The right way to recover from anxiety is through patience and understanding. You first need to understand that your body and mind are tired and they need a break from this daily battle you have with yourself. You need to begin to work and live with the feelings that are there, for the time being, and not try and fight and think your way better. Start by beginning to accept these feelings and you may begin to feel some peace.
Too many people with anxiety want to find that elusive miracle cure, they become impatient and do not realize this can be the very thing that is keeping them in the cycle.
Yes, we all want to be better today, not tomorrow, but this is what keeps us ill - impatience. We search around thinking there must be something out there, something we have missed, so we go from one idea to another, praying that each will work, and within a couple of weeks/months, we feel we are back to square one. Do not be impatient with yourself, watching the weeks go by and thinking you should be better by now. You are just putting more pressure on yourself. Let your body recover at its own pace and do not watch anxiously for recovery.

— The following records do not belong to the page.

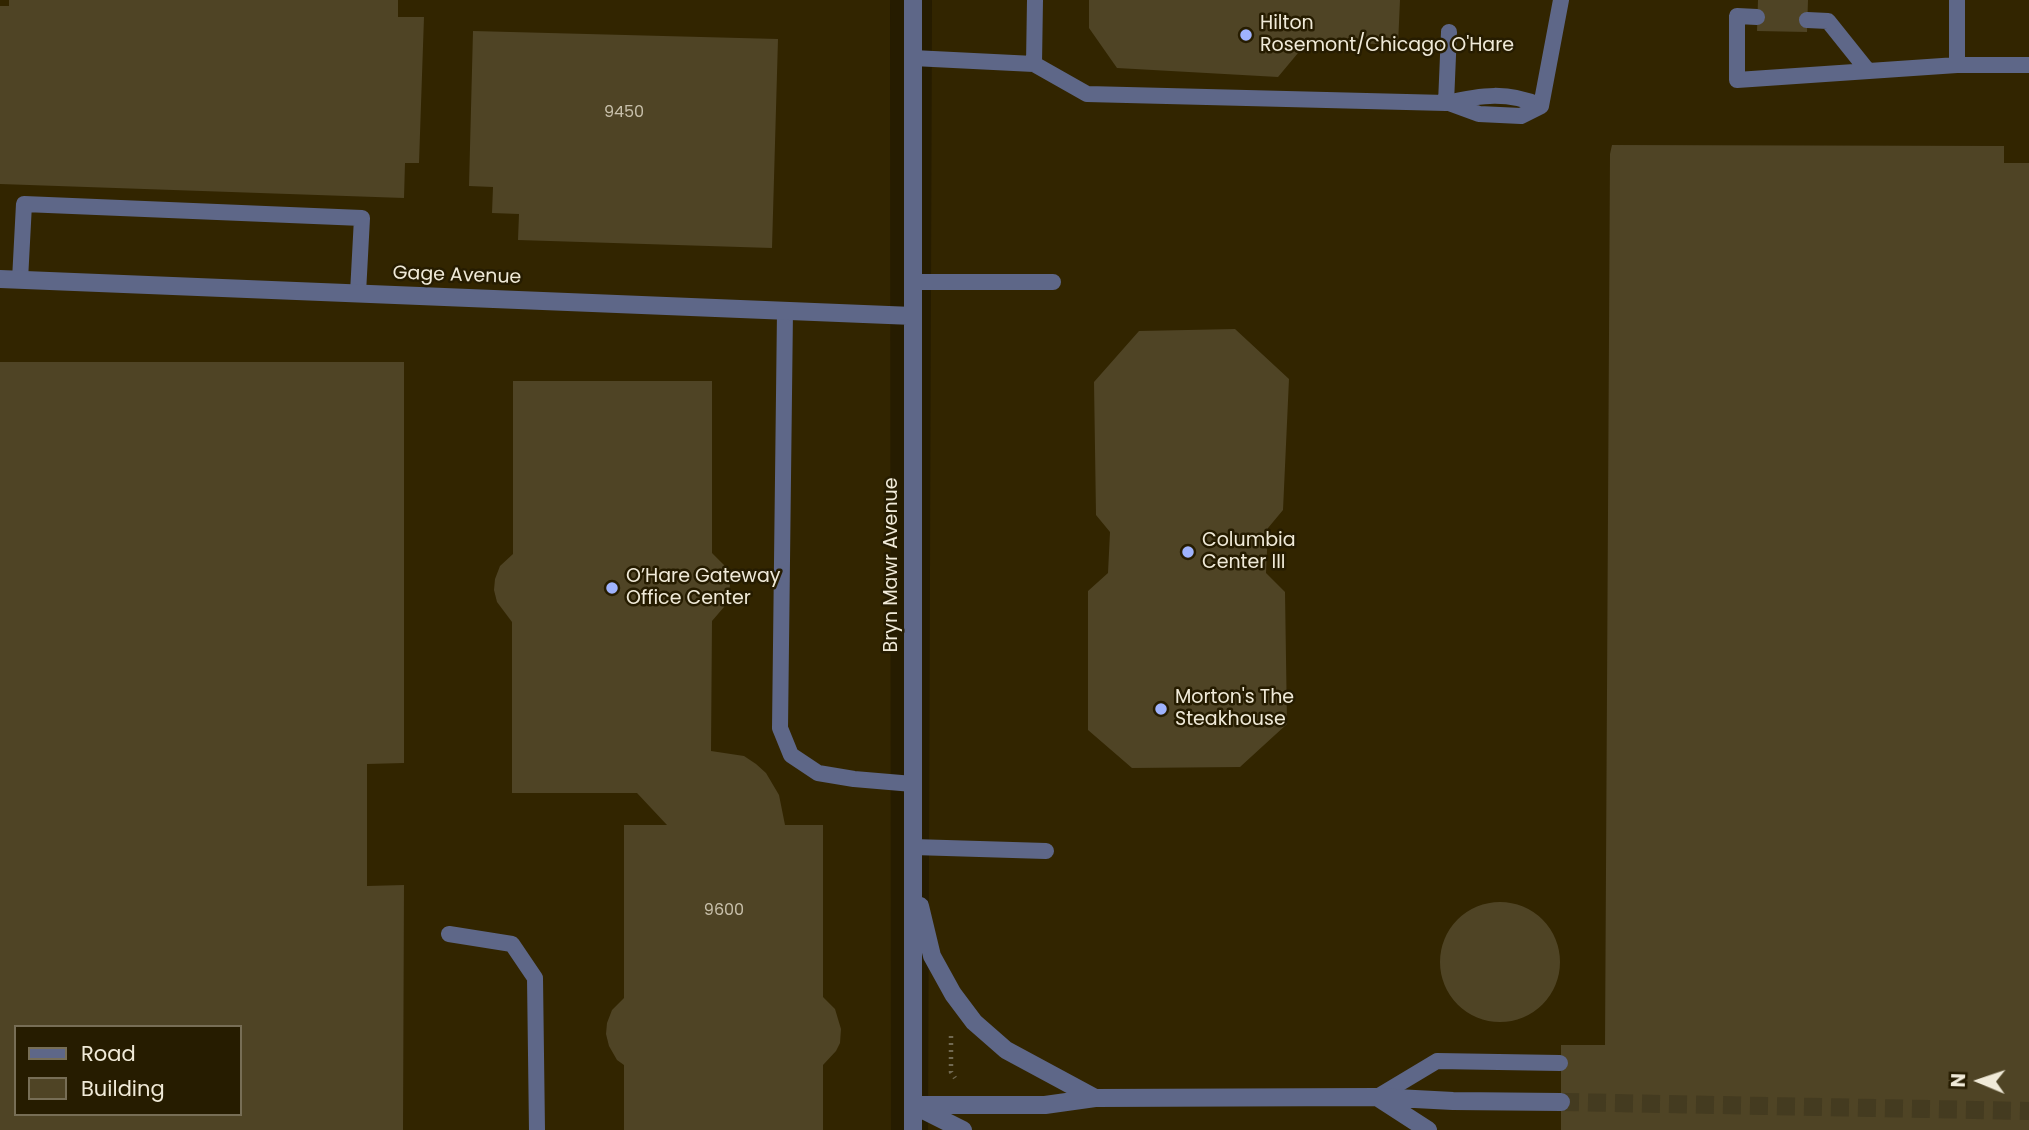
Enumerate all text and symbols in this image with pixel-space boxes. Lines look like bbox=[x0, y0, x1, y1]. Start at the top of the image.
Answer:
place label: Hilton Rosemont/Chicago O'Hare bbox=[1260, 13, 1514, 57]
marker: Hilton Rosemont/Chicago O'Hare bbox=[1238, 27, 1254, 43]
house number: 9450 bbox=[604, 103, 644, 123]
street label: Gage Avenue bbox=[392, 262, 522, 290]
street label: Bryn Mawr Avenue bbox=[881, 478, 903, 652]
place label: Columbia Center III bbox=[1202, 530, 1296, 574]
marker: Columbia Center III bbox=[1180, 544, 1196, 560]
place label: O’Hare Gateway Office Center bbox=[626, 566, 780, 610]
marker: O’Hare Gateway Office Center bbox=[604, 580, 620, 596]
place label: Morton's The Steakhouse bbox=[1175, 687, 1294, 731]
marker: Morton's The Steakhouse bbox=[1153, 701, 1169, 717]
house number: 9600 bbox=[704, 901, 744, 921]
legend bbox=[14, 1025, 242, 1116]
text: Road bbox=[81, 1039, 136, 1068]
north arrow bbox=[1945, 1046, 2015, 1116]
text: N bbox=[1945, 1073, 1972, 1088]
text: Building bbox=[81, 1074, 165, 1103]

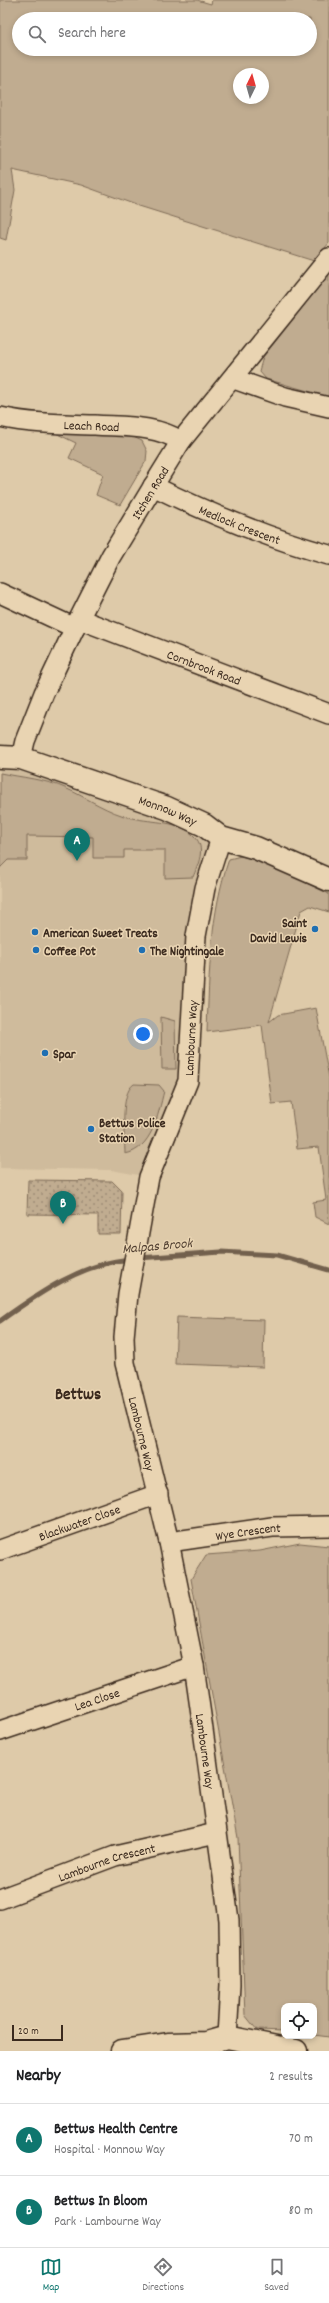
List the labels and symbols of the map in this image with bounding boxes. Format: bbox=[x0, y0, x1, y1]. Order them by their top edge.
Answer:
north arrow bbox=[233, 68, 269, 104]
street label: Leach Road bbox=[63, 417, 120, 438]
street label: Itchen Road bbox=[128, 463, 175, 524]
street label: Medlock Crescent bbox=[195, 502, 283, 551]
street label: Cornbrook Road bbox=[164, 646, 243, 692]
street label: Monnow Way bbox=[136, 792, 200, 833]
pin: A bbox=[64, 828, 90, 861]
place label: Saint David Lewis bbox=[250, 915, 308, 949]
marker: Saint David Lewis bbox=[310, 924, 320, 934]
place label: American Sweet Treats bbox=[43, 925, 158, 944]
marker: American Sweet Treats bbox=[30, 927, 40, 937]
place label: Coffee Pot bbox=[44, 943, 96, 962]
place label: The Nightingale bbox=[150, 943, 224, 962]
marker: Coffee Pot bbox=[31, 945, 41, 955]
marker: The Nightingale bbox=[137, 945, 147, 955]
street label: Lambourne Way bbox=[181, 999, 204, 1076]
your location bbox=[133, 1024, 153, 1044]
place label: Spar bbox=[53, 1046, 77, 1065]
marker: Spar bbox=[40, 1048, 50, 1058]
place label: Bettws Police Station bbox=[99, 1115, 166, 1149]
marker: Bettws Police Station bbox=[86, 1124, 96, 1134]
pin: B bbox=[50, 1191, 76, 1224]
water label: Malpas Brook bbox=[121, 1234, 194, 1260]
district label: Bettws bbox=[55, 1384, 101, 1408]
street label: Lambourne Way bbox=[122, 1395, 158, 1474]
street label: Blackwater Close bbox=[37, 1501, 124, 1548]
street label: Wye Crescent bbox=[215, 1520, 281, 1547]
street label: Lea Close bbox=[72, 1684, 123, 1717]
street label: Lambourne Way bbox=[189, 1713, 218, 1791]
street label: Lambourne Crescent bbox=[56, 1840, 158, 1888]
scale bar bbox=[12, 2023, 63, 2042]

Just choose one road to follow and stick to it. It stops all that searching around in your mind for an answer, tiring your mind even further, and putting you under more stress and pressure when this is the last thing you need. Forget that miracle cure that has eluded you; it is not there. You did not feel like this overnight and you won't be cured overnight; your body needs time to heal. This statement can sometimes help people as it makes them finally realize they don't have to keep searching for an answer, looking for that elusive cure - the cure lies within them. Once you are on the road to recovery, it can be great just to experience the improvement in the way you feel.
Before I recovered, I was the same, searching for that elusive treatment, and I can honestly say that I tried every treatment going and not one of them felt right. At times I felt like I was taking my driving test again as I struggled to learn how to get on the road to recovery. The more I learned and the more I re-read, the more everything made sense.

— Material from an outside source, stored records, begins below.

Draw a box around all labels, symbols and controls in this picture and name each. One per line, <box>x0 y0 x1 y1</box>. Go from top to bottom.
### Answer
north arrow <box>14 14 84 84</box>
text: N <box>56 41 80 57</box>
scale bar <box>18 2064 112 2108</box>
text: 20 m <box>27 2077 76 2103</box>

The more you learn to accept and let go, the more your body will respond to your new way of thinking. Recovery will come, but let it happen in its own time; please do not put a time limit on it. Everybody is different and some people will recover more quickly than others. Trust me, just be patient and your body will take care of itself in its own time.
Look at it another way: if five million people around the world had a broken leg, not one of them would be healed within 24 hours. If five million people around the world had anxiety not one of them would be anxiety free in 24 hours whatever treatment they found - FACT. But this is what you are asking of yourself when you search for that miracle cure.
When I first heard the words "Paul you don't have to fight this thing", I felt so relieved. It was such a weight off my shoulders. I said, "Oh my God, that's such a relief. I thought if I didn't fight this thing and try to stop it coming, I was somehow failing myself". Now I knew I could just step out of the way and let nature take over.
Can you see how this one sentence took away so much stress for me? It meant I did not have to tense against it and constantly search around in my mind, day in, day out, trying to discover the miracle cure. I could also stop running around from one therapist to another, one treatment to another, wasting more and more money and being deflated yet again as treatment after treatment failed. I am sure most of you will recognize this pattern.
So, don't try and rush recovery; your body will heal in its own time. Do not fall into the trap that can keep you ill, wanting to escape from the way you feel today. Don't let impatience hold you back. Even deep into my recovery, old fears kept resurfacing, but I knew just to let them go and they did not hang around for long!
Sometimes this new way of thinking will make sense one day and come easily, then will be gone the next. This is something that happened to me, but it is just your memory trying to suck you back into old habits. Accept these days and keep practicing the new way until it becomes your new habit. Just stay on the road and as memory fades, your new habits will take over. Trust me, it worked for me.